7
votes

I'm using scikit-learn's RFECV class to perform feature selection. I'm interested in identifying the relative importance of a bunch of variables. However, scikit-learn returns the same ranking (1) for multiple variables. This can also be seen in their example code:

>>> from sklearn.datasets import make_friedman1
>>> from sklearn.feature_selection import RFECV
>>> from sklearn.svm import SVR
>>> X, y = make_friedman1(n_samples=50, n_features=10, random_state=0)
>>> estimator = SVR(kernel="linear")
>>> selector = RFECV(estimator, step=1, cv=5)
>>> selector = selector.fit(X, y)
>>> selector.support_ 
array([ True,  True,  True,  True,  True, False, False, False, False,
       False])
>>> selector.ranking_
array([1, 1, 1, 1, 1, 6, 4, 3, 2, 5])

Is there a way I can make scikit-learn also identify the relative importance between the top features?

I'm happy to increase the number of trees or similar if that's needed.
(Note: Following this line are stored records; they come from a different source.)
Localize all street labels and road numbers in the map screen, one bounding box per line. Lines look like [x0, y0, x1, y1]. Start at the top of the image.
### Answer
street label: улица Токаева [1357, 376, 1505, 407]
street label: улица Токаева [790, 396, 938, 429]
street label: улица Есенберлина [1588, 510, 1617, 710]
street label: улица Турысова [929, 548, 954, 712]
Related to this, is there a way to see the confidence of this ranking?

1
I think this question would me more appropriate for stats.stackexchange.comThiago Barcala
Fair. I'd be happy to have it moved. If any moderators see this, please feel free to move it :)pir
I think most scikit-learn questions are on SO, so I think I'd keep it here.Andreas Mueller
You are using linear SVR, you can try changing it to 'poly'.cho_uc

1 Answers

6
votes

The goal of RFECV is to select the optimum number of features, so it does cross-validation over the number of features selected. In your case, it selected to keep 5 features. Then the model is refit on the whole data set until only 5 features remain. These are not removed, so they are not ranked in RFE.

You could get a ranking for all features by just running RFE

from sklearn.datasets import make_friedman1
from sklearn.feature_selection import RFE
from sklearn.svm import SVR
X, y = make_friedman1(n_samples=50, n_features=10, random_state=0)
estimator = SVR(kernel="linear")
selector = RFE(estimator, step=1, n_features_to_select=1)
selector = selector.fit(X, y)
selector.ranking_

array([ 4, 3, 5, 1, 2, 10, 8, 7, 6, 9])

You might ask yourself why the ranking from the cross-validation is not kept, which computed a ranking for all features. However, for each split in the cross-validation, the features might have been ranked differently. So alternatively RFECV could return 5 different rankings and you could compare them. That's not the interface, though (but would also be easy to accomplish with RFE and doing the cv yourself).

On a different note, this might not be the best way to compute the influence of the features and looking at coefficients directly or maybe permutation importance might be more informative.